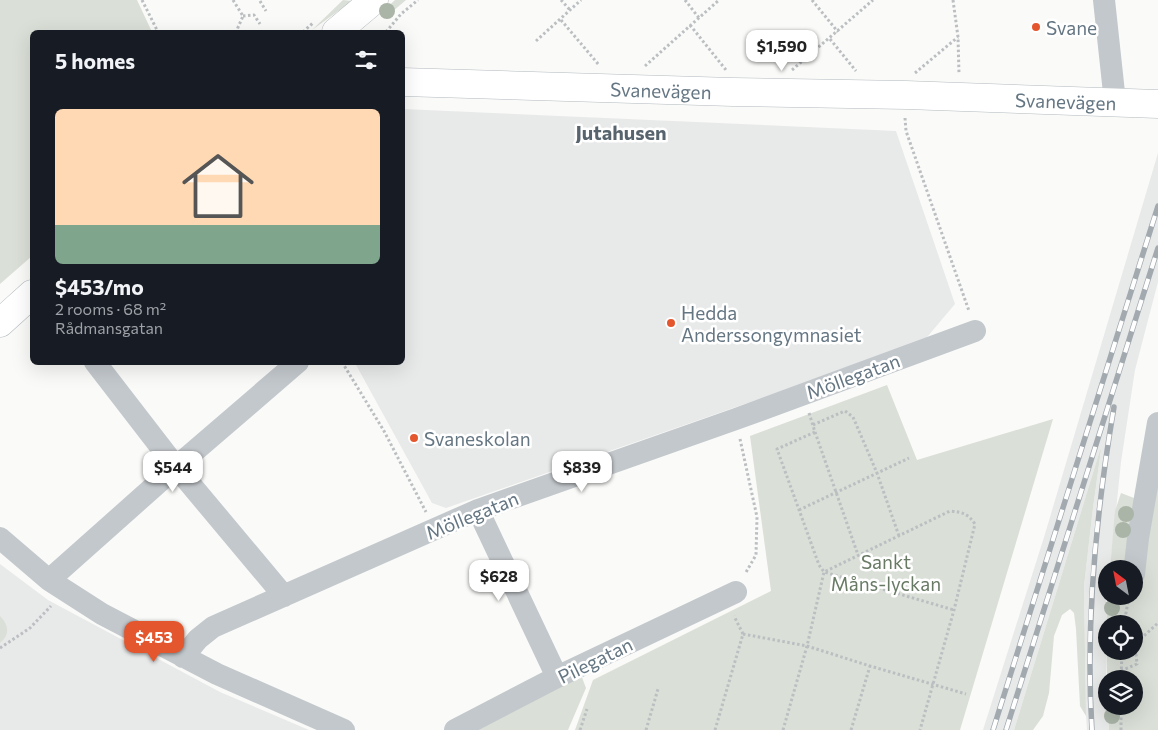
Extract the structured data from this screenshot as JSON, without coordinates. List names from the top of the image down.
{
  "streets": {
    "street": ["Svanevägen", "Möllegatan", "Pilegatan"]
  },
  "districts": ["Jutahusen"],
  "parks": ["Sankt Måns-lyckan"],
  "places": ["Svane", "Hedda Anderssongymnasiet", "Svaneskolan"],
  "north": "top left",
  "page": {
    "price": [
      "$1,590",
      "$544",
      "$839",
      "$628",
      "$453"
    ],
    "heading": "5 homes",
    "list": [
      {
        "name": "$453/mo",
        "note": "2 rooms · 68 m² · Rådmansgatan"
      }
    ]
  }
}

_ _ _ _ _ _ _

(TRY IT)
A picture-free version of all the records, repeated exactly, is what to return.

(EXERCISE SOLUTION)
Extract the structured data from this screenshot as JSON, without coordinates. List names from the top of the image down.
{
  "streets": {
    "street": ["Svanevägen", "Möllegatan", "Pilegatan"]
  },
  "districts": ["Jutahusen"],
  "parks": ["Sankt Måns-lyckan"],
  "places": ["Svane", "Hedda Anderssongymnasiet", "Svaneskolan"],
  "north": "top left",
  "page": {
    "price": [
      "$1,590",
      "$544",
      "$839",
      "$628",
      "$453"
    ],
    "heading": "5 homes",
    "list": [
      {
        "name": "$453/mo",
        "note": "2 rooms · 68 m² · Rådmansgatan"
      }
    ]
  }
}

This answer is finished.